Use the testing set to calculate the testing accuracy for the best model determined in Step 3.

In [201]:
# Calculate testing accuracy (1 mark)
print("\nRandomForest\nTest-set score: {:.2f}".format(gridRF.score(X_test, y_test)))


RandomForest
Test-set score: 0.97



### Questions (5 marks)

1. (1 mark) Which accuracy metric did you choose? 
1. (1 mark) How do these results compare to those in part 3? Did this model generalize well?
1. (3 marks) Based on your results and the context of your dataset, did the best model perform "well enough" to be used out in the real-world? Why or why not? Do you have any suggestions for how you could improve this analysis?

*ANSWER HERE*
1. I used the default score method which computes the accuracy for classification.
2. Yes the model generalized well as it got the same test score of 0.97 as we got for validation in part 3.
3. Although the model did very good with testing score of 0.97, I would like to have more data to train/test before using in real world. This dataset was only 100 entries with single entry for each animal. We know that animals have lots of variation so we should use more data to train the model on those variations. If we only look at the score of 0.97, we would be tempted to start using it in real world, but we should do more rigurous training/testing. I suspect that with more data that includes variation we would not get training of 1 and test of nearly 1. 

## Process Description (4 marks)
Please describe the process you used to create your code. Cite any websites or generative AI tools used. You can use the following questions as guidance:
1. Where did you source your code?
1. In what order did you complete the steps?
1. If you used generative AI, what prompts did you use? Did you need to modify the code at all? Why or why not?
1. Did you have any challenges? If yes, what were they? If not, what helped you to be successful?



*ANSWER HERE*
1. I wrote it myself after having reviewed the Imputation Examples 1 and 2 from class. I copied the print statements from the notes to print out the best parameters and results.
2. I completed in order 1 step at a time.
3. I did not use AI.
4. I did not encounter challenges as it is pretty straightforward. Reading through the examples as mentioned above helped me understand what I needed to do.

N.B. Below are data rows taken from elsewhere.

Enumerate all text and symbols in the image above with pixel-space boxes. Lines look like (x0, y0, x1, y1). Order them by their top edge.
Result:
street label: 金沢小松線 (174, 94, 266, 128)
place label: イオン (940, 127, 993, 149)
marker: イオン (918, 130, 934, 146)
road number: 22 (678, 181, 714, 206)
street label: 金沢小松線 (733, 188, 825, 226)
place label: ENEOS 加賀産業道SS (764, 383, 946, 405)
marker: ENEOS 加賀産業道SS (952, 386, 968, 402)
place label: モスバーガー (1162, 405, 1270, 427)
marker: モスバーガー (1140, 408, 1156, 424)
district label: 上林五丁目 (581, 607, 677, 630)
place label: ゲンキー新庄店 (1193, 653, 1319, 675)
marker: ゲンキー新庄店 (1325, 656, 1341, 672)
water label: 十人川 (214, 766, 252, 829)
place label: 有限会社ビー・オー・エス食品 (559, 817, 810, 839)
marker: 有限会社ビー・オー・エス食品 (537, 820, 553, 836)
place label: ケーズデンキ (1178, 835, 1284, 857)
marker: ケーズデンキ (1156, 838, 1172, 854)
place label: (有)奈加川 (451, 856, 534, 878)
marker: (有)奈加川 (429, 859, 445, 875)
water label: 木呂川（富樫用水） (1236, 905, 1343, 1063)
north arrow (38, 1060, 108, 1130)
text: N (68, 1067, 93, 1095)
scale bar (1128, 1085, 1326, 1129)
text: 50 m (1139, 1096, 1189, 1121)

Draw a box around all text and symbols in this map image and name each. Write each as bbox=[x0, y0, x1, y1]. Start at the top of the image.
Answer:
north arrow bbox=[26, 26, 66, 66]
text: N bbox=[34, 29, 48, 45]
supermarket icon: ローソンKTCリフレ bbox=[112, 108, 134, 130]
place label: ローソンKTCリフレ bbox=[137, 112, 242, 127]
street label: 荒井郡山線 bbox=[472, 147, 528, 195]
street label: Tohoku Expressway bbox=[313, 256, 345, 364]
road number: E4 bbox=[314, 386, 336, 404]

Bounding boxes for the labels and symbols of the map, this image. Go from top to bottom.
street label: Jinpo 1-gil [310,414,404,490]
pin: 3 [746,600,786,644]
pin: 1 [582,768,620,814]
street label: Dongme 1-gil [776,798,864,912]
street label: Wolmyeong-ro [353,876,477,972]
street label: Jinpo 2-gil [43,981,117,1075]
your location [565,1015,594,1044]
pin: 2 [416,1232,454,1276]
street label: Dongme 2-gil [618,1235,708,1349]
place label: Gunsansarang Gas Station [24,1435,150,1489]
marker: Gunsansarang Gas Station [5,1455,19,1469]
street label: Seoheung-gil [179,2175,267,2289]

*DESCRIBE YOUR PROCESS HERE*

## Reflection (2 marks)
Include a sentence or two about:
- what you liked or disliked,
- found interesting, confusing, challenging, motivating
while working on this assignment.


*ADD YOUR THOUGHTS HERE*
I liked the assignment as it brings eveything we learned thus far together. I found it motivating to see how everything ties in together. I also see that I have much more to learn which seems challenging right now. It feels like it will take a lot more practice and studying to be able to work professionaly in this field. I am happy with the progress thus far.